That’s from my German blog TikZ.de.
Recently I played with the sine function, that “wave” that everybody knows in cartesian coordinates. Let’s take a look at a 3d polar complex sine made plot.
In polar coordinates the sine function is a simple circle:
\documentclass[border=10pt]{standalone}
\usepackage{pgfplots}
\usepgfplotslibrary{polar}
\begin{document}
\begin{tikzpicture}
\begin{polaraxis}[
domain = 0:180,
samples = 100,
]
\addplot[thick, blue] {sin(x)};
\legend{$\sin(x)$}
\end{polaraxis}
\end{tikzpicture}
\end{document}
When we shorten the period length, we get:

We can take a rational factor:
\documentclass{standalone}
\usepackage{pgfplots}
\usepgfplotslibrary{polar,colormaps}
\begin{document}
\begin{tikzpicture}
\begin{polaraxis}[
domain = -14400:14400,
samples = 3000,
colormap/cool,
hide axis
]
\addplot[no markers,mesh,opacity=0.5] {1-sin(40*x/39};
\end{polaraxis}
\end{tikzpicture}
\end{document}
By adding another sine with other factors, we get more movement:
\documentclass{standalone}
\usepackage{pgfplots}
\usepgfplotslibrary{polar}
\begin{document}
\begin{tikzpicture}
\begin{polaraxis}[
domain = -3600:3600,
samples = 4000
]
\addplot[blue!50!black] {1 - sin(50*x/49) - sin(8*x)};
\end{polaraxis}
\end{tikzpicture}
\end{document}
Let’s have a 3d view with growing angle.
We make a parametrical 3d-Plot in x and y: x runs the circle from -180 to 180 degree, we make a sampling for y for the number of rotations. We add y time 360 degrees to the function argument. y is our third dimension, while x as angle and the function value are the the original two dimensions.

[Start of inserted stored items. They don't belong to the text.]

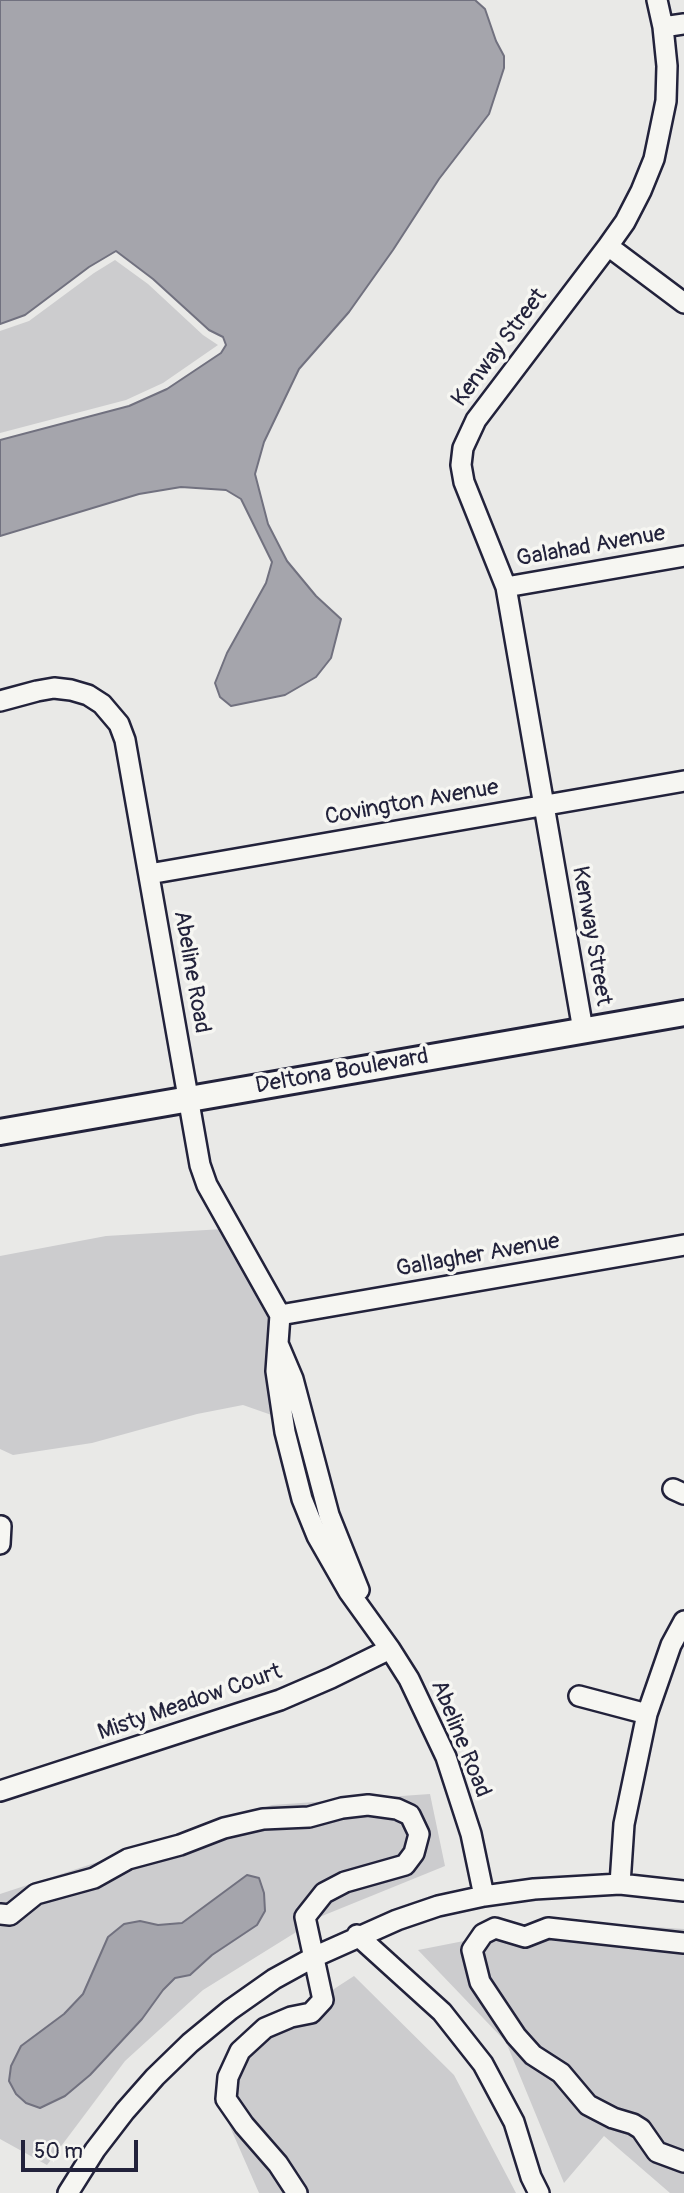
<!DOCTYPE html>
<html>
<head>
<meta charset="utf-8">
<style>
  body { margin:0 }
  #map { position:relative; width:684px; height:2193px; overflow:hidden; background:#e9e9e7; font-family:Pangolin,sans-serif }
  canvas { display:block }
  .scale { position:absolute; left:21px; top:2140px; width:117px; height:32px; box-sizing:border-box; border:4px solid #22223b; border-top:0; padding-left:9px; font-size:21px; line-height:24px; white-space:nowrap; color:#22223b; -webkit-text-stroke:5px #f6f6f2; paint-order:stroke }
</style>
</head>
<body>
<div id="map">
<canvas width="684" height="2193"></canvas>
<div class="scale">50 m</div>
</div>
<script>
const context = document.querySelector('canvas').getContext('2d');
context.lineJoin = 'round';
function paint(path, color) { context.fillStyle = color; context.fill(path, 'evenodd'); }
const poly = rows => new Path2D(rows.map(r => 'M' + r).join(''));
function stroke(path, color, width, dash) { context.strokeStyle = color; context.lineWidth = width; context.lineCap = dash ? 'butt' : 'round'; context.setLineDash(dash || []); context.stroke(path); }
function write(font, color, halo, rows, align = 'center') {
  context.font = font + ' Pangolin,sans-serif'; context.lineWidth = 7; context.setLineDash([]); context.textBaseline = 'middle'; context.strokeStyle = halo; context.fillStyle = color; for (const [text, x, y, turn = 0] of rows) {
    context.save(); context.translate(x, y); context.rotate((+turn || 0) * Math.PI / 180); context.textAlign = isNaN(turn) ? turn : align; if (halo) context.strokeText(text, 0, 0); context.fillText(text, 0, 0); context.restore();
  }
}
paint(poly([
  [115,260,148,284,203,335,218,345,163,383,126,400,0,433,0,331,29,321,94,273],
  [223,1229,279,1332,283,1419,243,1405,197,1414,92,1443,13,1455,0,1449,0,1256,106,1236],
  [430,1794,445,1866,322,1916,203,1990,125,2061,47,2165,0,2139,0,1894,272,1805],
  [566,1921,684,1929,684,2193,670,2193,604,2136,564,2183,506,2042,418,1950],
  [354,1976,454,2075,516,2193,259,2193,220,2104,226,2059]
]), '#ccccce');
const water = poly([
  [0,0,475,0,485,9,496,41,504,56,504,68,489,114,439,179,393,250,349,312,299,369,264,442,255,474,268,524,287,561,316,596,341,619,331,658,316,677,285,695,231,706,220,697,215,683,227,653,266,583,272,562,241,499,226,490,181,487,139,494,0,536,0,440,129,406,167,389,221,353,226,345,223,337,209,330,153,279,116,251,89,267,25,315,0,324,0,0],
  [247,1875,259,1878,264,1893,265,1911,257,1925,212,1955,190,1975,175,1978,163,1990,142,2019,90,2075,65,2096,40,2108,26,2103,16,2094,9,2081,11,2066,21,2046,64,2014,83,1994,108,1937,124,1924,140,1921,158,1925,182,1923,247,1875]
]);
paint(water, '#a5a5ac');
stroke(water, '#71717f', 2);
const minor = poly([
  [663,27,684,24],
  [608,246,684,303],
  [506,587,684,556],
  [0,701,37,691,54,688,71,690,88,695,102,704,119,724,125,740,200,1165,207,1185,280,1315,276,1371,285,1432,302,1499,317,1536,349,1592,390,1649,409,1679,446,1757,471,1834,484,1896],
  [149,874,684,781],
  [583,1030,506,587,464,482,461,465,463,448,476,420,608,246,625,222,641,191,654,159,666,101,667,66,663,27,657,0],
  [280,1315,684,1245],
  [279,1346,293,1379,329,1515,359,1590],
  [673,1489,684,1494],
  [0,1544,1,1526],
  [579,1696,647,1714],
  [0,1791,280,1700,331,1678,390,1649],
  [620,1884,624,1824,647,1714,671,1645,684,1621],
  [0,1914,10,1915,36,1894,94,1878,128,1859,180,1845,224,1828,263,1819,309,1817,342,1808,368,1805,397,1809,410,1815,419,1834,414,1853,405,1865,345,1882,324,1893,305,1917,323,2000,311,2013,291,2017,265,2028,240,2051,228,2077,226,2099,244,2125,278,2164,297,2193],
  [357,1935,442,2012,483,2064,514,2122,531,2177,539,2193],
  [684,1943,548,1928,525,1937,495,1928,483,1934,472,1950,480,1982,516,2036,533,2055,561,2073,588,2105,613,2118,633,2124,641,2129,657,2152,684,2162],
  [68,2193,95,2150,125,2111,155,2077,190,2043,230,2010,274,1979,314,1957,397,1920,438,1906,484,1896,534,1889,620,1884,684,1891]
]);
const major = poly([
  [0,1132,684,1013]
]);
stroke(minor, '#22223b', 24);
stroke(major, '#22223b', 30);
stroke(minor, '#f6f6f2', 19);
stroke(major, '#f6f6f2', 24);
write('23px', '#22223b', '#f6f6f2', [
  ["Kenway Street",500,348,-53],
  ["Galahad Avenue",591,547,-10],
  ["Covington Avenue",412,803,-10],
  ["Kenway Street",591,936,80],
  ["Abeline Road",191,972,80],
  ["Deltona Boulevard",342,1072,-10],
  ["Gallagher Avenue",478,1256,-10],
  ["Misty Meadow Court",190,1703,-19],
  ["Abeline Road",460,1739,68]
]);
</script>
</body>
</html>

\documentclass[border=10pt]{standalone}
\usepackage{pgfplots}
\begin{document}
\begin{tikzpicture}
\begin{axis}[
domain = -180:180,
y domain = -19:19,
samples y = 39,
samples = 100,
z buffer = sort,
colormap/cool,
grid
]
\addplot3[data cs = polar, surf]
( {x}, {1 - sin(50*(x+360*y)/49) - sin(8*(x+360*y))}, {y} );
\end{axis}
\end{tikzpicture}
\end{document}
That was my todays voyage from a circle to a rather complex function in 3d.